What was Volney doing there in the middle of the night?
A spasm of alarm shot through her.
“Don’t break the window, Volney,” she called. “I’ll meet you out front.” She jumped out of bed, and holding up her long white
nightdress, went quickly through the house to the porch. Volney came around the corner of the house. “What is it? What’s happened?
How’d you know Pa wasn’t here?”
“Whoa, now. I knowed Frank wasn’t here ’cause he’s down at Brice’s. I got Bonnie hid up in the hills. They all been out ahuntin’
’er.”
Lorna emitted a groan. “What did he do? Did he hurt her?”
“He done a fair job. She dragged ’erself down to the creek ’n keeled over. If’n he gets ’er, the bastard’ll kill ’er shore
as shootin’. He’s mad as hops at you ’n her ’cause Billy backed down on some deal they was in.”
“Damn, damn him! Damn the trash that’s come in to ruin these mountains! What’ll we do, Volney?”
“He’s got ever’thin’ on two legs out alookin’ fer Bonnie. I seed varmints like him afore. They got to have ’em somethin’ to
kick ’round. They ain’t been here yet, ’cause Frank says she ain’t here. Yore pa ain’t wantin’ to bring no trouble down on
ya.”
“I wish Moose and Woody were here. They’d know where to hide her.”
“Wal, they ain’t,” Volney snorted. “If’n somethin’s done we got to do it. ’Sides, what’s them ole farts know of anythin’ but
lookin’ fer a pot a gold?”
“You just don’t like them, Volney.”
“Like ’em?” Volney echoed disgustedly. “Why, hell no! I ain’t got no use fer clabberheads lollygaggin’ ’round alookin’ fer
somethin’ they’d not know what to do with if’n they found it!”
“We don’t have time to argue about Moose and Woody. We’ve got to think of Bonnie. Bring her here. Brice won’t dare try and
take her from me. I’ll send a message to White Bull and—”
“No, missy. Ya ain’t gonna be no cause a no Injun trouble. I got me a place to take her to, a place I found while ahuntin’
some cats. It’s north and west a here… t’other side of the mountain.” He paused. “It’s a far piece.”
“I’ll help you. Wait till I get dressed.” She turned to dart into the house.
“Hold on, missy,” Volney called impatiently. “Pack up salve, some fixin’s ’n a grub bag. The little gal’s ahurtin’ right smart.
I’ll fix us up a travois to drag ’er on. Looks like it’ll rain afore mornin’. If’n it does, it’ll wash out the tracks.” He
stepped off the porch, then turned back. “Ya know, missy, ya could a gone tail-over-teakettle agoin’ down the side a that
steep ridge like ya done today. Ya tryin’ to kill that horse?”
“Oh, don’t fuss at me now, Volney. You say Bonnie’s hurt bad? Do you think the baby will come?”

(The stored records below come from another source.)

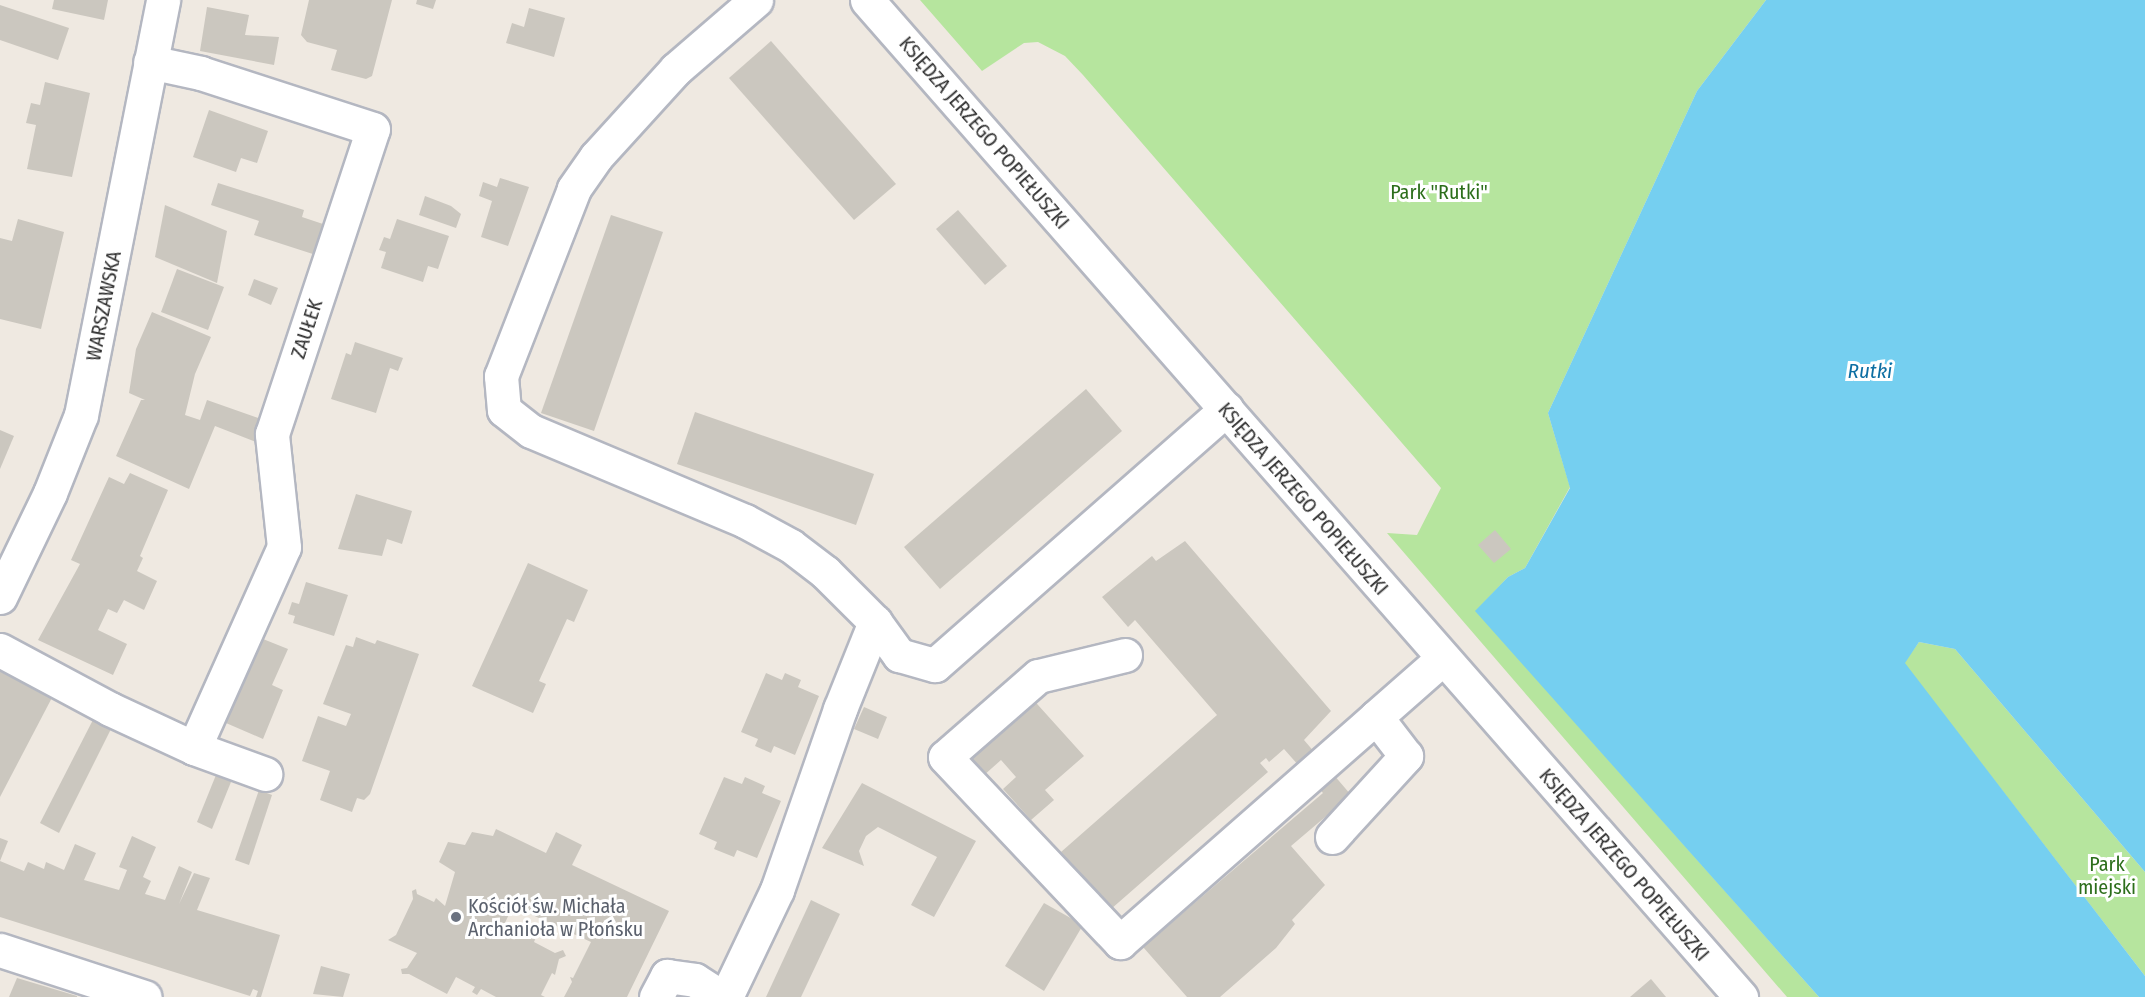 <!DOCTYPE html>
<meta charset="utf-8">
<style>
body{margin:0}
#map{position:relative;width:2145px;height:997px;overflow:hidden;background:#efe9e1;font-family:"Fira Sans Condensed",sans-serif}
div>[style]{position:absolute}
.green>*{inset:0;background:#b6e59e}
.water>*{inset:0;background:#75cff0}
.building>*{inset:0;background:#cbc7bf}
.roads{filter:drop-shadow(2px 0 #b4b7c1) drop-shadow(-2px 0 #b4b7c1) drop-shadow(0 2px #b4b7c1) drop-shadow(0 -2px #b4b7c1)}
.minor>*{height:33px;margin:-16.5px;padding:0 16.5px;transform-origin:16.5px;border-radius:16.5px;background:#fff}
.dots>*{width:16px;height:16px;translate:-50% -50%;box-sizing:border-box;border:3px solid #fff;border-radius:50%}
span{translate:-50% -50%;white-space:nowrap;text-align:center;line-height:1.15;-webkit-text-stroke:6px #fff;paint-order:stroke}
.street-label{font-size:20px;color:#2e2e2e}
.park-label{font-size:20px;color:#2c6e1b}
.worship-label{font-size:20px;color:#5b616d}
.left{translate:0 -50%;text-align:left}
.water-label{font-size:21px;color:#0d6fa3;font-style:italic}
</style>
<div id="map">
<div class="green">
<div style="clip-path:polygon(920px 0,1766px 0,1697px 91px,1548px 413px,1570px 487px,1525px 568px,1508px 577px,1476px 611px,1819px 997px,1787px 997px,1387px 533px,1417px 535px,1441px 488px,1083px 75px,1065px 56px,1038px 42px,1024px 43px,982px 71px)"></div>
<div style="clip-path:polygon(1919px 642px,1955px 649px,2145px 872px,2145px 976px,1904px 663px)"></div>
</div>
<div class="water">
<div style="clip-path:polygon(1766px 0,2145px 0,2145px 872px,1955px 649px,1919px 642px,1905px 663px,2145px 976px,2145px 997px,1819px 997px,1475px 611px,1508px 577px,1525px 568px,1570px 488px,1548px 413px,1697px 91px)"></div>
</div>
<div class="building">
<div style="clip-path:polygon(54px 0,108px 0,104px 20px,52px 9px)"></div>
<div style="clip-path:polygon(309px 0,392px 0,372px 76px,366px 79px,331px 70px,337px 50px,307px 42px,301px 35px)"></div>
<div style="clip-path:polygon(417px 0,436px 0,433px 9px,416px 4px)"></div>
<div style="clip-path:polygon(0 5px,69px 28px,58px 60px,0 40px)"></div>
<div style="clip-path:polygon(207px 7px,249px 15px,245px 35px,279px 37px,274px 65px,200px 51px)"></div>
<div style="clip-path:polygon(529px 8px,565px 18px,554px 57px,506px 43px,512px 23px,524px 27px)"></div>
<div style="clip-path:polygon(771px 41px,896px 184px,854px 220px,729px 78px)"></div>
<div style="clip-path:polygon(45px 82px,90px 93px,72px 177px,27px 169px,36px 125px,26px 123px,31px 103px,40px 105px)"></div>
<div style="clip-path:polygon(209px 110px,268px 131px,257px 163px,241px 158px,236px 172px,193px 157px)"></div>
<div style="clip-path:polygon(500px 178px,529px 187px,508px 246px,481px 237px,492px 201px,479px 196px,483px 182px,497px 187px)"></div>
<div style="clip-path:polygon(218px 183px,304px 210px,302px 217px,329px 226px,319px 256px,254px 235px,259px 221px,211px 205px)"></div>
<div style="clip-path:polygon(425px 196px,451px 206px,461px 214px,456px 228px,419px 215px)"></div>
<div style="clip-path:polygon(165px 205px,227px 231px,217px 283px,155px 257px)"></div>
<div style="clip-path:polygon(958px 210px,1007px 266px,985px 285px,936px 229px)"></div>
<div style="clip-path:polygon(611px 215px,663px 232px,594px 431px,541px 413px)"></div>
<div style="clip-path:polygon(18px 219px,64px 232px,41px 329px,0 319px,0 238px,12px 241px)"></div>
<div style="clip-path:polygon(397px 219px,449px 236px,438px 269px,428px 266px,423px 282px,381px 268px,386px 252px,379px 250px,384px 237px,390px 239px)"></div>
<div style="clip-path:polygon(177px 269px,224px 287px,208px 330px,161px 312px)"></div>
<div style="clip-path:polygon(254px 279px,278px 288px,271px 305px,248px 295px)"></div>
<div style="clip-path:polygon(152px 312px,211px 337px,195px 374px,185px 415px,200px 420px,207px 400px,264px 420px,256px 442px,215px 426px,189px 489px,116px 456px,141px 400px,145px 400px,129px 393px,136px 349px)"></div>
<div style="clip-path:polygon(355px 342px,403px 358px,398px 371px,390px 368px,376px 413px,331px 399px,346px 353px,351px 355px)"></div>
<div style="clip-path:polygon(1086px 389px,1122px 431px,940px 589px,904px 547px)"></div>
<div style="clip-path:polygon(695px 412px,874px 474px,856px 525px,677px 464px)"></div>
<div style="clip-path:polygon(0 430px,14px 436px,0 469px)"></div>
<div style="clip-path:polygon(130px 473px,168px 490px,140px 556px,143px 558px,137px 571px,157px 581px,144px 610px,124px 600px,117px 613px,108px 609px,98px 630px,127px 644px,113px 675px,38px 640px,80px 564px,71px 560px,109px 477px,124px 484px)"></div>
<div style="clip-path:polygon(356px 494px,412px 511px,402px 544px,387px 539px,382px 556px,338px 549px)"></div>
<div style="clip-path:polygon(1495px 530px,1511px 549px,1494px 563px,1478px 545px)"></div>
<div style="clip-path:polygon(1185px 541px,1331px 711px,1304px 740px,1351px 795px,1291px 846px,1325px 885px,1292px 920px,1295px 924px,1276px 948px,1220px 997px,1187px 997px,1143px 947px,1323px 793px,1284px 749px,1269px 762px,1266px 758px,1260px 763px,1268px 772px,1111px 909px,1061px 852px,1217px 715px,1135px 620px,1128px 627px,1102px 597px,1152px 556px,1156px 561px)"></div>
<div style="clip-path:polygon(528px 563px,588px 590px,574px 622px,567px 619px,539px 681px,546px 684px,533px 713px,472px 686px)"></div>
<div style="clip-path:polygon(306px 582px,348px 595px,334px 636px,293px 623px,295px 616px,288px 614px,292px 602px,299px 604px)"></div>
<div style="clip-path:polygon(356px 637px,375px 644px,377px 640px,419px 654px,370px 794px,364px 800px,357px 798px,352px 812px,320px 800px,330px 771px,302px 761px,318px 716px,346px 726px,351px 714px,323px 704px,346px 645px,353px 647px)"></div>
<div style="clip-path:polygon(263px 639px,288px 649px,272px 685px,283px 690px,263px 739px,226px 723px)"></div>
<div style="clip-path:polygon(3px 663px,56px 690px,0 797px,0 669px)"></div>
<div style="clip-path:polygon(766px 673px,782px 680px,785px 673px,801px 680px,798px 687px,819px 696px,795px 755px,774px 746px,771px 753px,755px 746px,758px 739px,741px 732px)"></div>
<div style="clip-path:polygon(1029px 695px,1084px 756px,1045px 790px,1054px 800px,1031px 820px,1003px 789px,1016px 777px,1001px 760px,983px 776px,963px 753px)"></div>
<div style="clip-path:polygon(864px 707px,887px 717px,878px 739px,854px 729px)"></div>
<div style="clip-path:polygon(97px 712px,115px 721px,59px 833px,40px 823px)"></div>
<div style="clip-path:polygon(220px 765px,235px 772px,212px 829px,197px 822px)"></div>
<div style="clip-path:polygon(724px 777px,742px 784px,745px 777px,765px 786px,762px 793px,781px 801px,757px 858px,737px 850px,734px 857px,714px 849px,717px 842px,699px 834px)"></div>
<div style="clip-path:polygon(862px 783px,976px 841px,934px 917px,911px 905px,937px 857px,878px 827px,866px 836px,859px 851px,864px 866px,822px 848px)"></div>
<div style="clip-path:polygon(259px 790px,272px 795px,249px 865px,235px 860px)"></div>
<div style="clip-path:polygon(496px 829px,546px 853px,556px 832px,582px 845px,572px 865px,669px 911px,627px 997px,564px 997px,572px 982px,570px 977px,573px 978px,591px 942px,513px 906px,503px 927px,528px 939px,530px 934px,536px 937px,534px 942px,555px 953px,563px 950px,566px 956px,559px 959px,555px 975px,552px 973px,541px 995px,545px 997px,496px 997px,481px 989px,477px 995px,472px 992px,475px 987px,456px 977px,447px 994px,409px 974px,402px 974px,401px 969px,407px 968px,417px 953px,388px 940px,396px 935px,413px 899px,412px 891px,416px 889px,417px 894px,434px 902px,436px 898px,445px 906px,455px 872px,439px 862px,448px 842px,465px 845px,472px 832px,493px 836px)"></div>
<div style="clip-path:polygon(132px 836px,156px 847px,143px 877px,151px 881px,145px 894px,165px 900px,179px 866px,192px 872px,179px 904px,194px 873px,210px 878px,197px 910px,280px 935px,261px 997px,256px 997px,258px 991px,253px 989px,250px 996px,0 917px,0 861px,24px 871px,28px 862px,44px 869px,46px 862px,64px 870px,75px 844px,96px 853px,84px 880px,119px 890px,127px 870px,119px 867px)"></div>
<div style="clip-path:polygon(0 838px,8px 841px,0 861px)"></div>
<div style="clip-path:polygon(811px 900px,840px 914px,801px 997px,766px 997px)"></div>
<div style="clip-path:polygon(1044px 903px,1083px 925px,1044px 991px,1005px 966px)"></div>
<div style="clip-path:polygon(321px 966px,350px 974px,343px 997px,313px 994px)"></div>
<div style="clip-path:polygon(17px 978px,77px 996px,77px 997px,9px 997px)"></div>
<div style="clip-path:polygon(1651px 979px,1666px 997px,1630px 997px)"></div>
</div>
<div class="roads">
<div class="minor">
<div style="left:756px;top:0;width:106px;rotate:139.2deg"></div>
<div style="left:676px;top:69px;width:119px;rotate:132.3deg"></div>
<div style="left:596px;top:157px;width:39px;rotate:125deg"></div>
<div style="left:574px;top:189px;width:201px;rotate:111.3deg"></div>
<div style="left:501px;top:376px;width:34px;rotate:85deg"></div>
<div style="left:504px;top:410px;width:34px;rotate:38deg"></div>
<div style="left:531px;top:431px;width:232px;rotate:22.8deg"></div>
<div style="left:745px;top:521px;width:52px;rotate:28.5deg"></div>
<div style="left:791px;top:546px;width:43px;rotate:37.4deg"></div>
<div style="left:825px;top:572px;width:71px;rotate:45deg"></div>
<div style="left:875px;top:622px;width:41px;rotate:54deg"></div>
<div style="left:899px;top:655px;width:37px;rotate:16deg"></div>
<div style="left:935px;top:665px;width:388px;rotate:-41.3deg"></div>
<div style="left:867px;top:0;width:1326px;rotate:48.76deg"></div>
<div style="left:0;top:597px;width:115px;rotate:-64.3deg"></div>
<div style="left:50px;top:493px;width:84px;rotate:-68.3deg"></div>
<div style="left:81px;top:415px;width:423px;rotate:-78.8deg"></div>
<div style="left:0;top:650px;width:125px;rotate:28.2deg"></div>
<div style="left:110px;top:709px;width:93px;rotate:24.9deg"></div>
<div style="left:194px;top:748px;width:220px;rotate:-65.9deg"></div>
<div style="left:284px;top:547px;width:114px;rotate:-96.1deg"></div>
<div style="left:272px;top:434px;width:321px;rotate:-71.7deg"></div>
<div style="left:373px;top:129px;width:181px;rotate:-162deg"></div>
<div style="left:201px;top:73px;width:52px;rotate:-167.8deg"></div>
<div style="left:1125px;top:655px;width:89px;rotate:166.4deg"></div>
<div style="left:1038px;top:676px;width:123px;rotate:138.9deg"></div>
<div style="left:945px;top:757px;width:255px;rotate:46.6deg"></div>
<div style="left:1120px;top:942px;width:341px;rotate:-41.3deg"></div>
<div style="left:194px;top:748px;width:76px;rotate:20.1deg"></div>
<div style="left:1332px;top:837px;width:110px;rotate:-47.6deg"></div>
<div style="left:1406px;top:756px;width:49px;rotate:-127.6deg"></div>
<div style="left:1376px;top:717px;width:88px;rotate:-41.3deg"></div>
<div style="left:0;top:950px;width:152px;rotate:18deg"></div>
<div style="left:656px;top:997px;width:24px;rotate:-62deg"></div>
<div style="left:667px;top:976px;width:28px;rotate:8deg"></div>
<div style="left:695px;top:980px;width:31px;rotate:33deg"></div>
<div style="left:726px;top:997px;width:119px;rotate:-64.5deg"></div>
<div style="left:777px;top:890px;width:192px;rotate:-70.8deg"></div>
<div style="left:840px;top:709px;width:94px;rotate:-68.1deg"></div>
</div>
</div>
<div class="dots">
<div style="left:456px;top:917px;background:#6b7280"></div>
</div>
<div class="street-label">
<span style="left:984px;top:133px;rotate:49deg">KSIĘDZA JERZEGO POPIEŁUSZKI</span>
<span style="left:104px;top:306px;rotate:-79deg">WARSZAWSKA</span>
<span style="left:307px;top:329px;rotate:-72deg">ZAUŁEK</span>
<span style="left:1303px;top:499px;rotate:49deg">KSIĘDZA JERZEGO POPIEŁUSZKI</span>
<span style="left:1624px;top:865px;rotate:49deg">KSIĘDZA JERZEGO POPIEŁUSZKI</span>
</div>
<div class="park-label">
<span style="left:1439px;top:192px">Park "Rutki"</span>
<span style="left:2107px;top:876px">Park<br>miejski</span>
</div>
<div class="worship-label">
<span class="left" style="left:468px;top:918px">Kościół św. Michała<br>Archanioła w Płońsku</span>
</div>
<div class="water-label">
<span style="left:1870px;top:371px">Rutki</span>
</div>
</div>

“That’s up to the good Lord, youngun.” His voice gentled. “It purdee is. Now get a move on. We got us a far piece to go.”
Lorna turned and hurried into the house wishing her father had half the grit of old Volney Burbank.
Several weeks later, fifty miles southwest of Light’s Mountain, a man lying in his bedroll carefully lifted himself up to
lean on one elbow, his ears reaching for the sound that had awakened him. His eyes flared wide and he stared into the darkness.
He heard the muffled thud of hooves on the trail below the grassed bench where he had spread his blankets for the night. The
sound was not made by one horse alone, but several. He felt for the gun in his holster and the knife in his boot to reassure
himself that they were there, and reached for the rifle that leaned against his saddle. A short snort came from his own horse
tied nearby, and he jumped to his feet, hissed a command for silence and placed his hand over the stallion’s quivering nostrils.
“Quiet, boy. Quiet.”
The riders coming down the trail were too noisy to be Indians and too quiet to be cowhands going home after a rowdy night
of drinking. Their very stillness heightened his suspicion that there was a sinister reason for them to be on the trail at
midnight. He maneuvered himself silently and cautiously through the dry grass to the edge of the overhang. He was a big, lean,
wide-shouldered man who knew careful scrutiny and patience were essential in this country if you wanted to live. He eased
his long length to the ground and flattened himself. His narrowed eyes focused on the trail below. Lying perfectly still,
he listened and watched the shadowy figures approach.